Infrastructures et surconsommation des ressources
Cette réussite économique est favorisée par des infrastructures efficaces : les ports de Los Angeles et de Long Beach sont les deux premiers de l'État et des États-Unis, et facilitent les exportations et le commerce avec l'Amérique du Sud et l'Asie.
L'agriculture utilise massivement l'eau pour l'irrigation, depuis très longtemps. c'est ainsi que de nombreux aqueducs ont été construits :
- pour le Central valley project, au début du XXe siècle : la vallée située à l'Est de San Francisco est irriguée par captation des eaux de la Sacramento et de la San Joaquin ;
- petit à petit, les villes de San Francisco, San Diego et de Los Angeles ont racheté les droits d'irrigation des agriculteurs afin d'alimenter leur réseau d'eau potable ;
- la Hetch Hetchy valley a été ennoyée par un barrage en 1923 afin de constituer un réservoir pour San Francisco ;
- la croissance de Los Angeles exigeant toujours plus d'eau, un aqueduc fut construit à partir du lac Owens (naturel) ;
- le fleuve Colorado est aussi mis à contribution : le barrage Hoover est construit à partir de 1930 et est reliée à Los Angeles par un aqueduc de 250 km de long construit dans les années 40 ; cet aqueduc alimente également des cultures en plein désert ; cinq autres barrages, dont le barrage Parker, ont été construits en aval ;
- enfin, cela ne suffisant pas, le Californian aqueduc a été construit dans les années 60, et alimente Los Angeles à partir des sources du Nord de la Californie ; il fait 700 km de long (équivalent de Paris-Montpellier), et passe par-dessus les montagnes par pompage.

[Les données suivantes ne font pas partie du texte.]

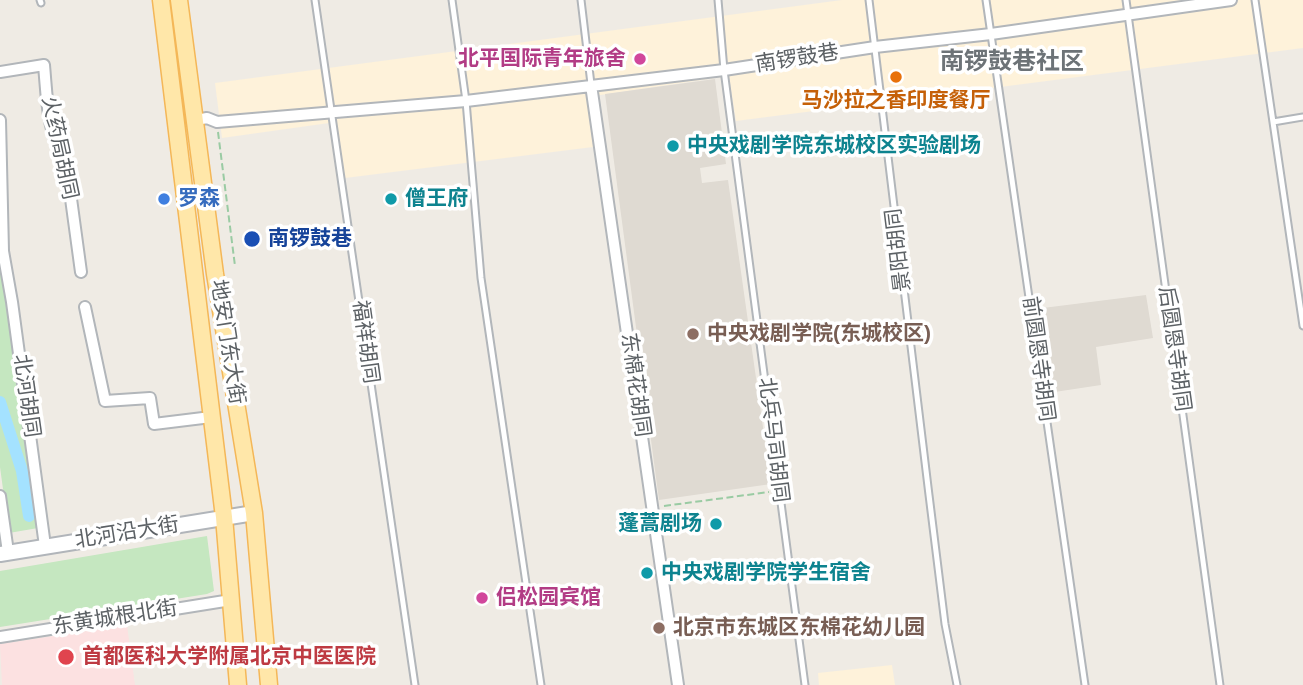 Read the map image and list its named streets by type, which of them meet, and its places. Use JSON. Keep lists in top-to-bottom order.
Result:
{
  "streets": {
    "main road": ["地安门东大街", "北河沿大街"],
    "street": [
      "南锣鼓巷",
      "火药局胡同",
      "东棉花胡同",
      "北河胡同",
      "东黄城根北街"
    ],
    "lane": [
      "景阳胡同",
      "福祥胡同",
      "后圆恩寺胡同",
      "前圆恩寺胡同",
      "北兵马司胡同"
    ]
  },
  "crossings": [
    ["南锣鼓巷", "景阳胡同"],
    ["南锣鼓巷", "地安门东大街"],
    ["南锣鼓巷", "福祥胡同"],
    ["南锣鼓巷", "后圆恩寺胡同"],
    ["南锣鼓巷", "前圆恩寺胡同"],
    ["南锣鼓巷", "东棉花胡同"],
    ["南锣鼓巷", "北兵马司胡同"],
    ["地安门东大街", "北河沿大街"],
    ["地安门东大街", "东黄城根北街"],
    ["北河胡同", "北河沿大街"]
  ],
  "districts": ["南锣鼓巷社区"],
  "places": [
    "北平国际青年旅舍",
    "马沙拉之香印度餐厅",
    "中央戏剧学院东城校区实验剧场",
    "罗森",
    "僧王府",
    "南锣鼓巷",
    "中央戏剧学院(东城校区)",
    "蓬蒿剧场",
    "中央戏剧学院学生宿舍",
    "侣松园宾馆",
    "北京市东城区东棉花幼儿园",
    "首都医科大学附属北京中医医院"
  ]
}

Toutes ces infrastructures ont permis le développement de l'agriculture et des villes. Mais la Californie a aujourd'hui dépassé les limites de l'équation géographique (Jean-Christophe Victor), et utilise ses ressources naturelles au-delà de ce qui supportable. Le lac Owens est aujourd'hui asséché depuis près de trente ans ; le Colorado n'est qu'un ruisseau quand il entre au Mexique, ce qui pose des problèmes de renouvellement de l'eau dans le golfe de Californie, qui est une mer presque fermée. Aujourd'hui, 50 % de l'eau consommée en Californie provient de l'extérieur de l'État, grâce à des infrastructures financées par l'État fédéral.
Ces approvisionnements sont eux aussi remis en cause : en effet, les droits de tirage de l'Arizona et du Nevada sur le barrage Hoover n'étaient pas utilisés, et ont donc bénéficié à Los Angeles. Mais avec la croissance de villes comme Las Vegas, Tucson et Phœnix, c'est une nouvelle source qui se tarit. De plus, les écologistes font de plus en plus de procès pour la mauvaise utilisation des eaux, impropres à la consommation et faite de manière contraire aux lois fédérales. Enfin, de plus en plus de conflits naissent entre les compagnies des eaux, les agriculteurs (qui consomment 80 % de l'eau de Californie), les villes et l'État fédéral qui compte faire appliquer la loi.
Le développement de l'agriculture californienne, basée sur une eau bon marché, et une main-d'œuvre bon marché, est donc remis en cause.
La fragilité du modèle californien se perçoit aussi dans le domaine énergétique (crise en 2003), dans la gestion de l'égalité entre ethnies (émeutes raciales en 1992), et la gestion approximative des parcs naturels (grands incendies).